## Try it
Show every line from the data below that includes "Acres".

-=-=-

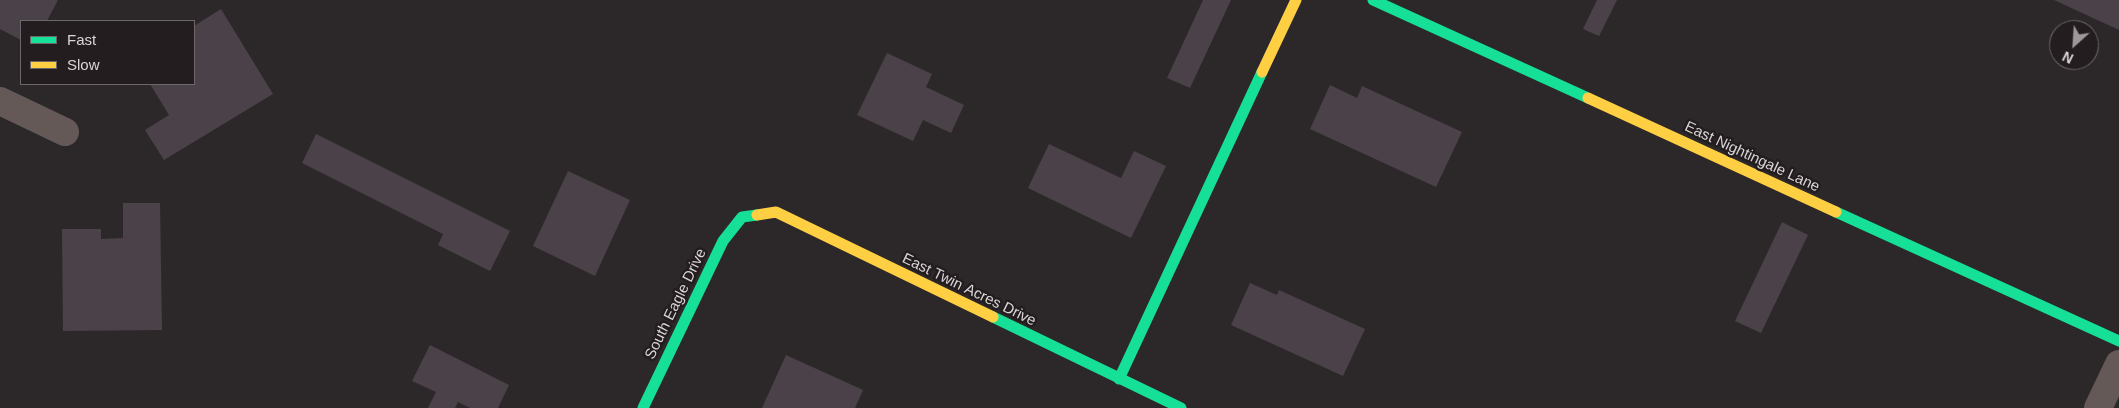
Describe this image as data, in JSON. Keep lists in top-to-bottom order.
{
  "streets": {
    "street": ["East Nightingale Lane", "East Twin Acres Drive", "South Eagle Drive"]
  },
  "crossings": [
    ["East Twin Acres Drive", "South Eagle Drive"]
  ],
  "legend": ["Fast", "Slow"],
  "north": "bottom left"
}
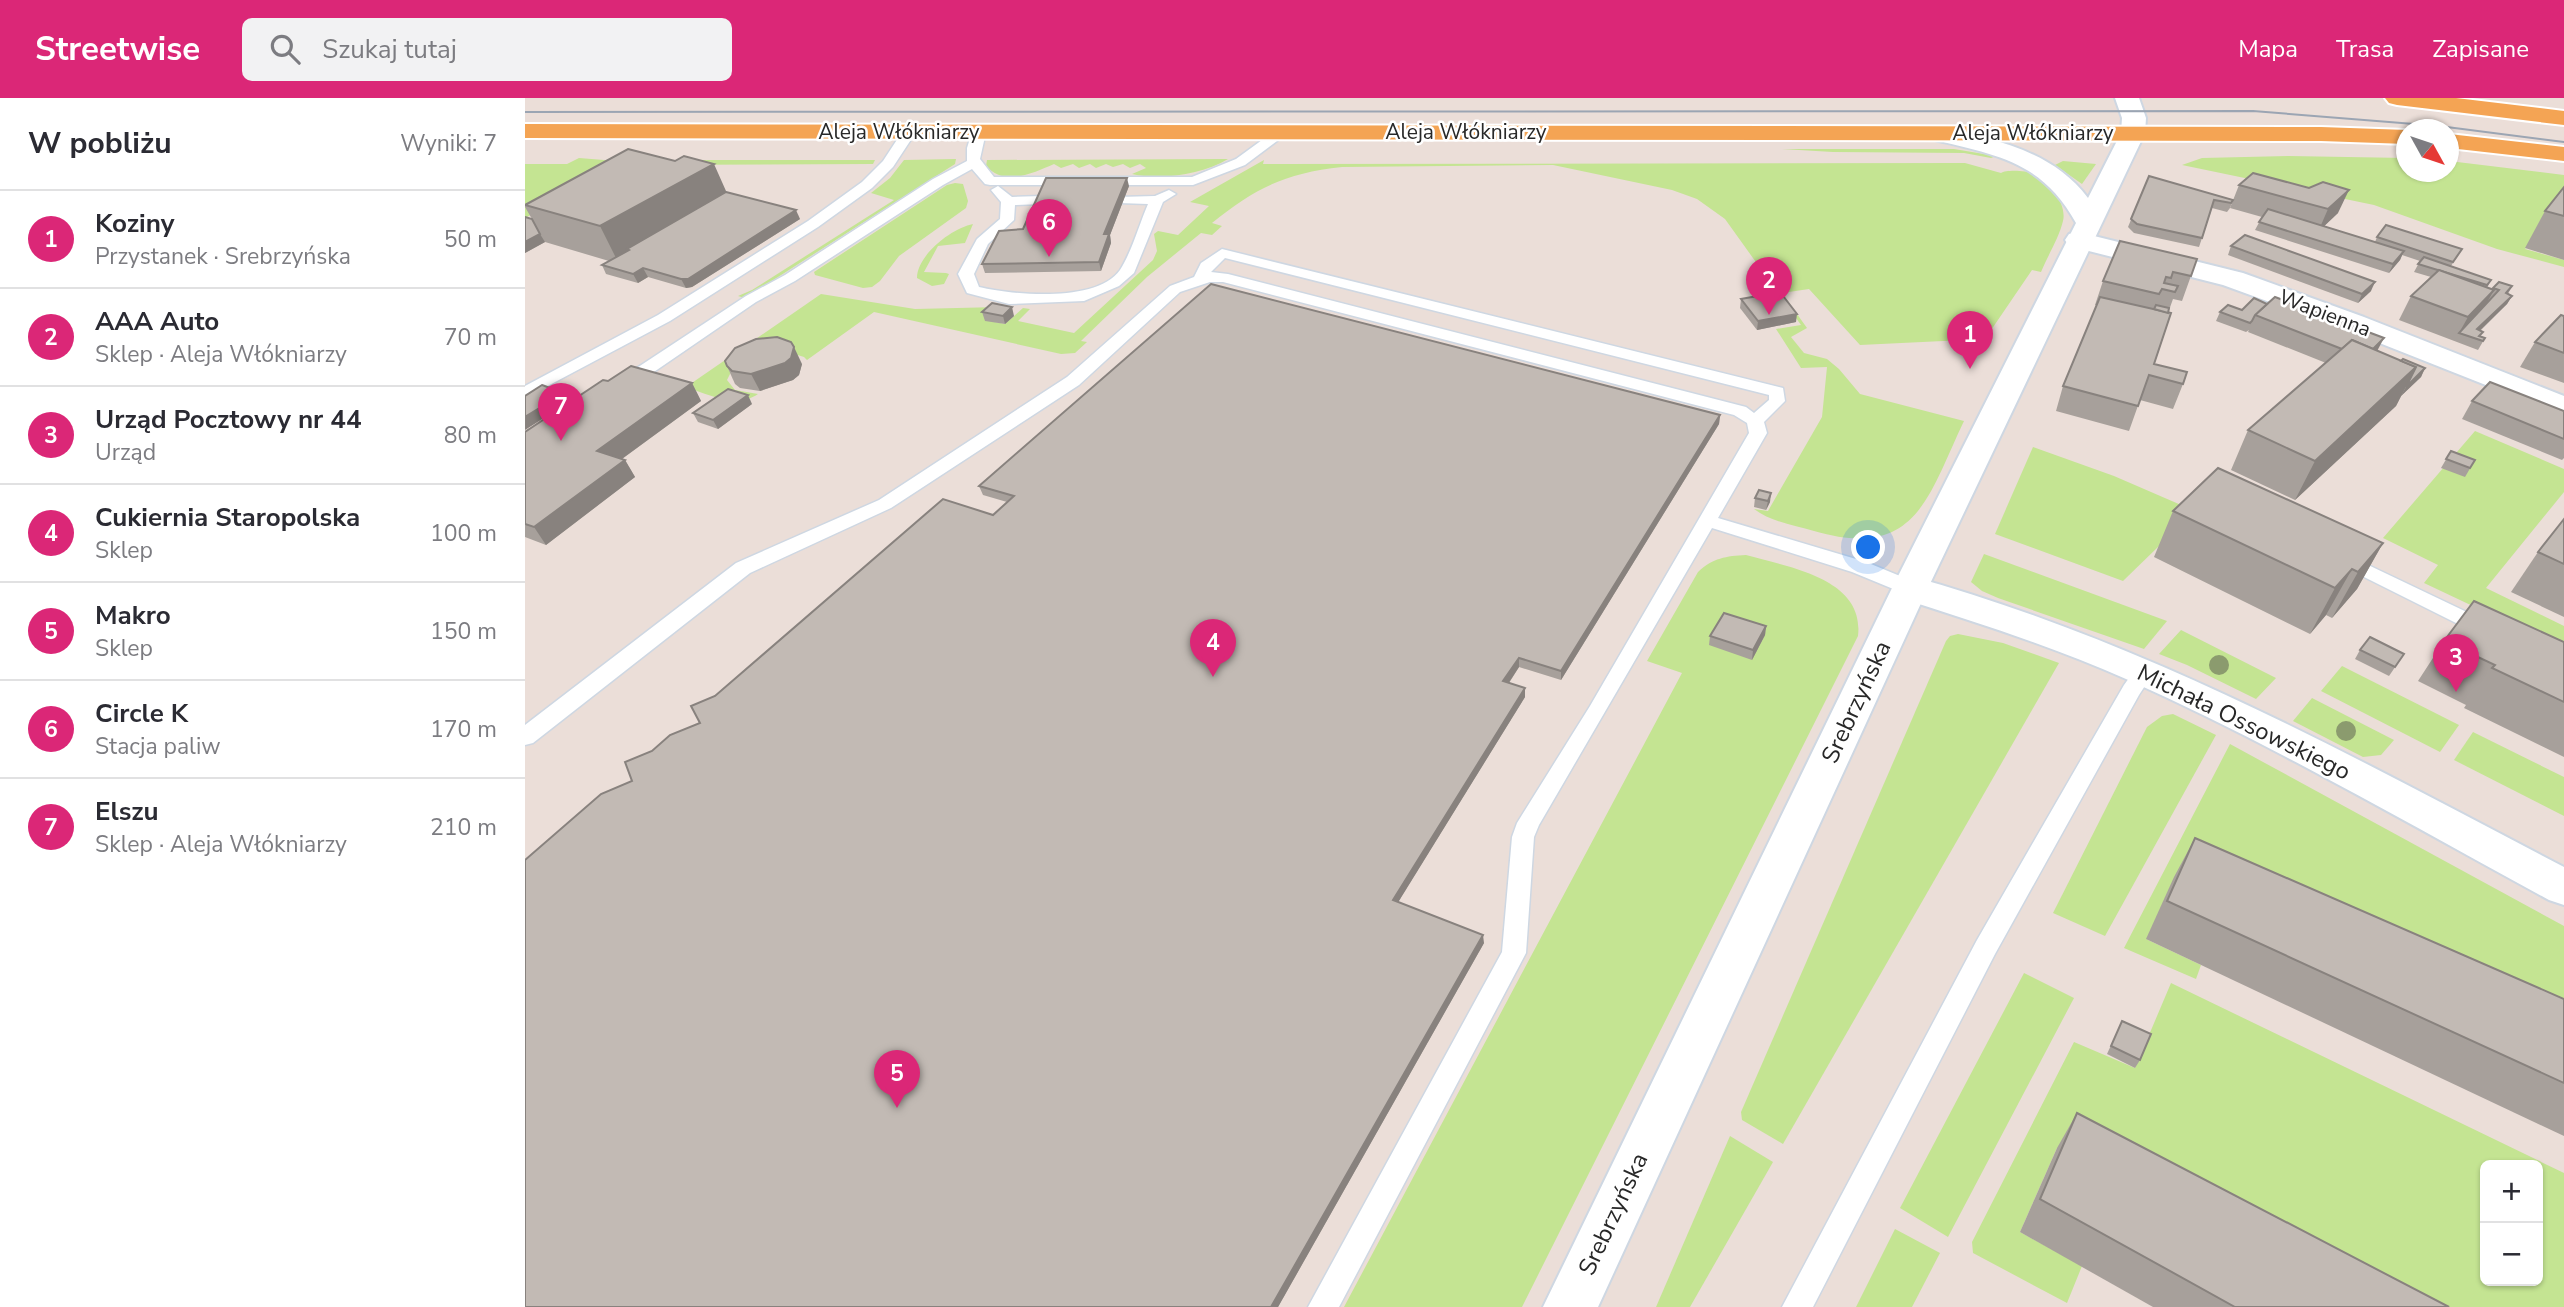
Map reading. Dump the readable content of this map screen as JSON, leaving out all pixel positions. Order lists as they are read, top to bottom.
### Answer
{
  "streets": {
    "main road": [
      "Aleja Włókniarzy",
      "Wapienna",
      "Srebrzyńska",
      "Michała Ossowskiego"
    ]
  },
  "crossings": [
    ["Aleja Włókniarzy", "Srebrzyńska"],
    ["Wapienna", "Srebrzyńska"],
    ["Srebrzyńska", "Michała Ossowskiego"]
  ],
  "north": "bottom right",
  "page": {
    "header": "Streetwise",
    "search": "Szukaj tutaj",
    "nav": ["Mapa", "Trasa", "Zapisane"],
    "heading": ["W pobliżu", "Wyniki: 7"],
    "list": [
      {
        "mark": "1",
        "name": "Koziny",
        "note": "Przystanek · Srebrzyńska",
        "value": "50 m"
      },
      {
        "mark": "2",
        "name": "AAA Auto",
        "note": "Sklep · Aleja Włókniarzy",
        "value": "70 m"
      },
      {
        "mark": "3",
        "name": "Urząd Pocztowy nr 44",
        "note": "Urząd",
        "value": "80 m"
      },
      {
        "mark": "4",
        "name": "Cukiernia Staropolska",
        "note": "Sklep",
        "value": "100 m"
      },
      {
        "mark": "5",
        "name": "Makro",
        "note": "Sklep",
        "value": "150 m"
      },
      {
        "mark": "6",
        "name": "Circle K",
        "note": "Stacja paliw",
        "value": "170 m"
      },
      {
        "mark": "7",
        "name": "Elszu",
        "note": "Sklep · Aleja Włókniarzy",
        "value": "210 m"
      }
    ],
    "pins": [
      "6",
      "2",
      "1",
      "7",
      "4",
      "3",
      "5"
    ],
    "map_buttons": ["+", "−"]
  }
}
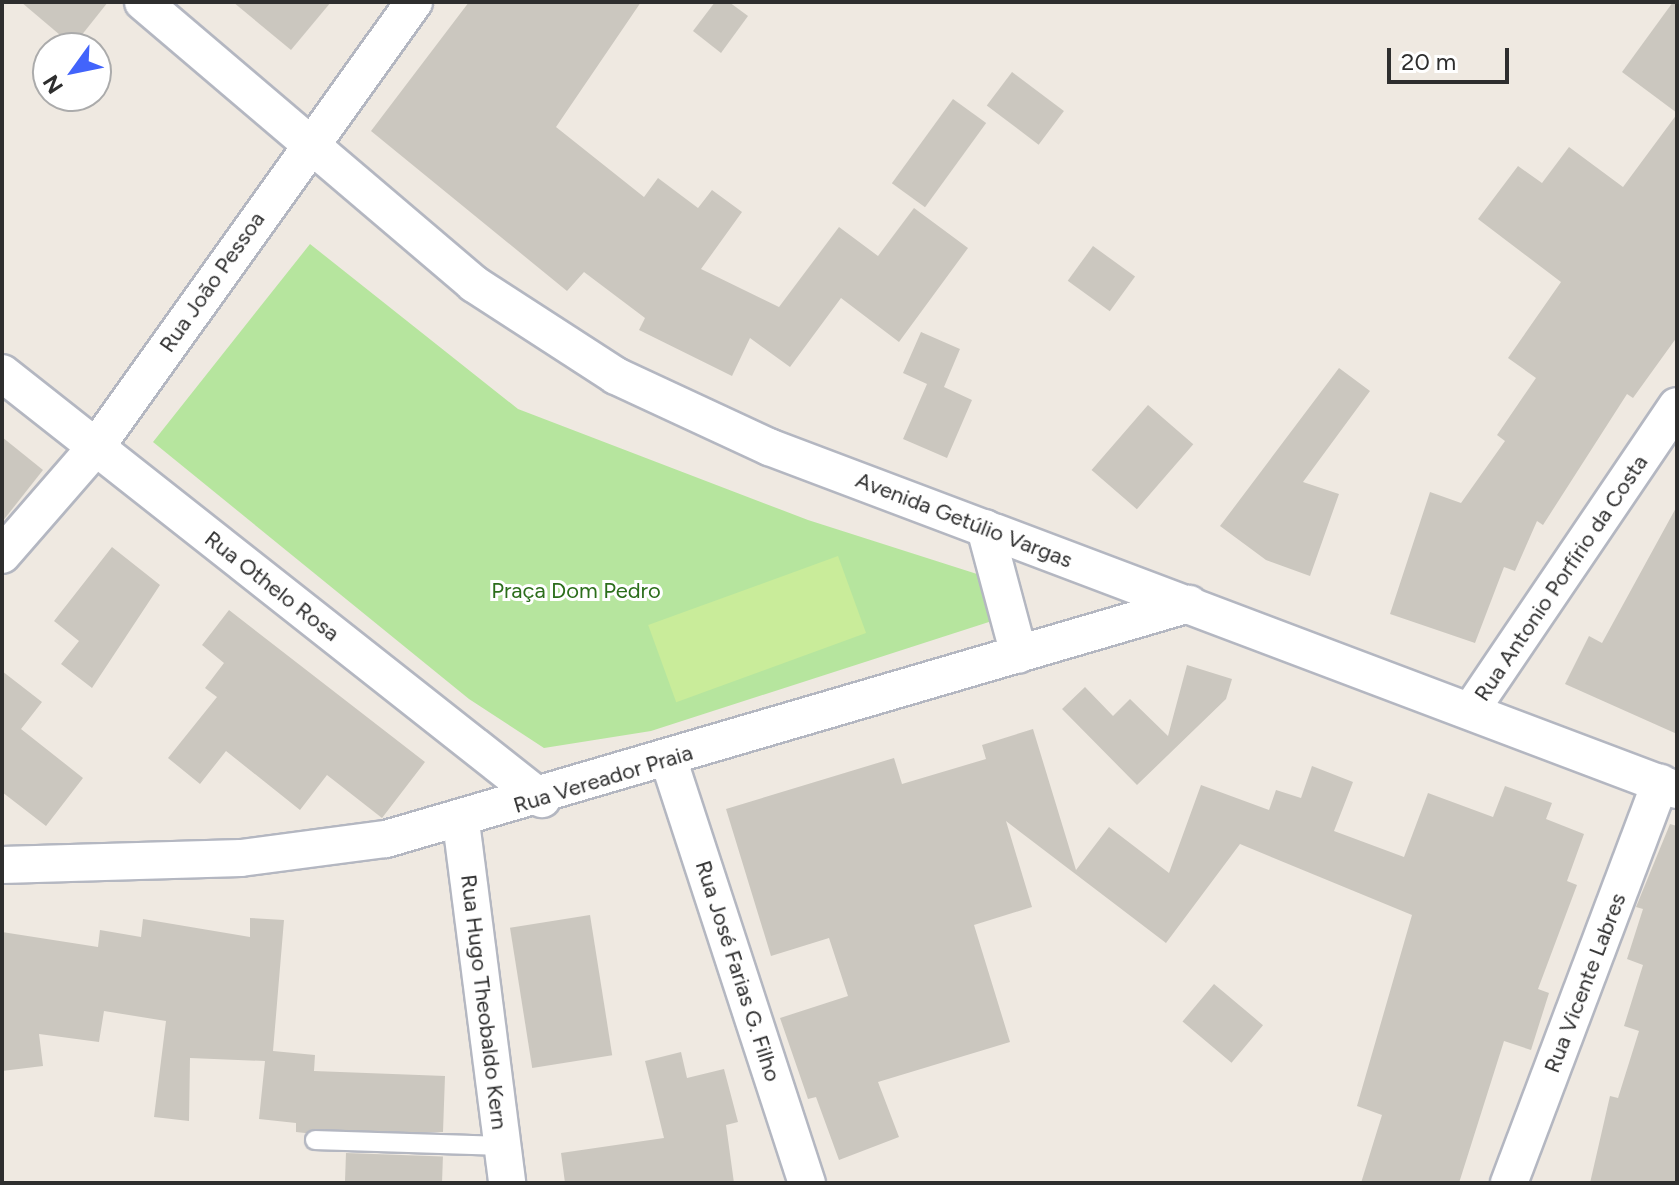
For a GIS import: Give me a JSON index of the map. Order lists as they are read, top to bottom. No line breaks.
{"streets":{"street":["Rua João Pessoa","Avenida Getúlio Vargas","Rua Antonio Porfírio da Costa","Rua Othelo Rosa","Rua Vereador Praia","Rua José Farias G. Filho","Rua Vicente Labres","Rua Hugo Theobaldo Kern"]},"crossings":[["Rua João Pessoa","Avenida Getúlio Vargas"],["Rua João Pessoa","Rua Othelo Rosa"],["Avenida Getúlio Vargas","Rua Antonio Porfírio da Costa"],["Avenida Getúlio Vargas","Rua Vereador Praia"],["Avenida Getúlio Vargas","Rua Vicente Labres"],["Rua Othelo Rosa","Rua Vereador Praia"],["Rua Vereador Praia","Rua José Farias G. Filho"],["Rua Vereador Praia","Rua Hugo Theobaldo Kern"]],"parks":["Praça Dom Pedro"],"scale_bar":"20 m","north":"bottom left"}
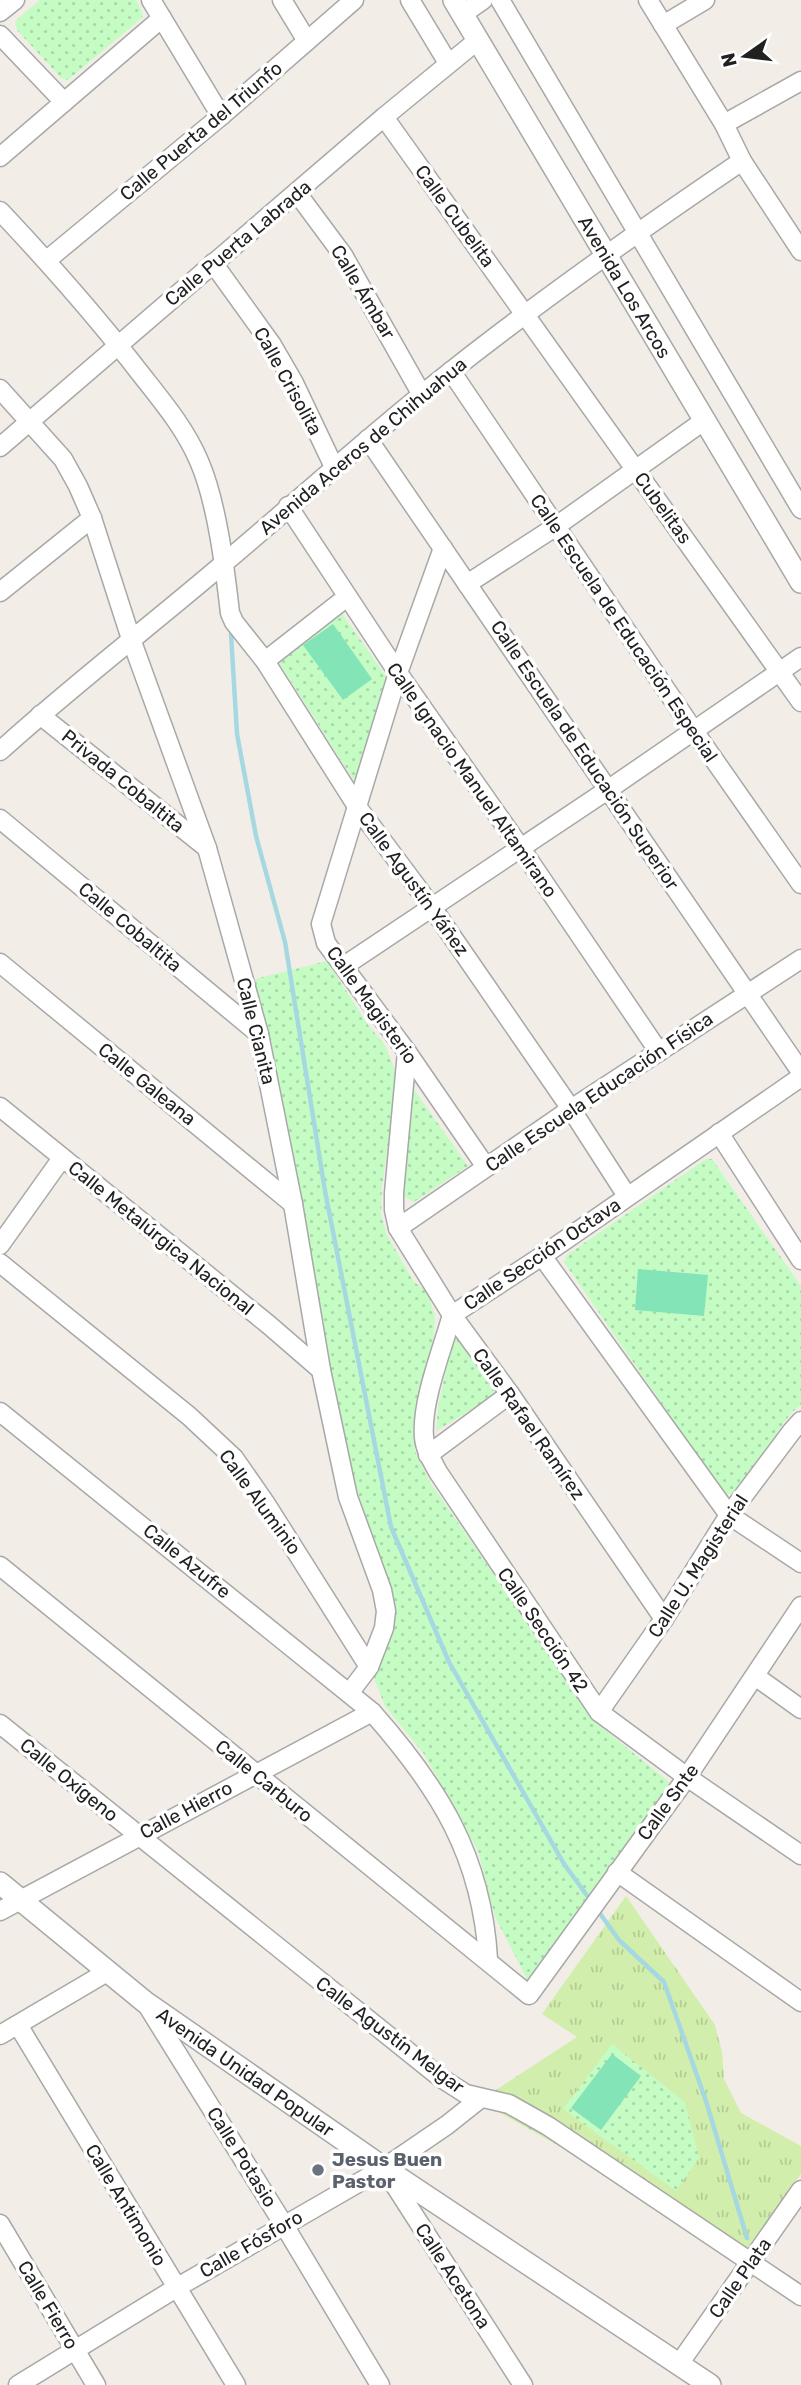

-=-=-

## Reply to the exercise
    "street": ["East Nightingale Lane", "East Twin Acres Drive", "South Eagle Drive"]
    ["East Twin Acres Drive", "South Eagle Drive"]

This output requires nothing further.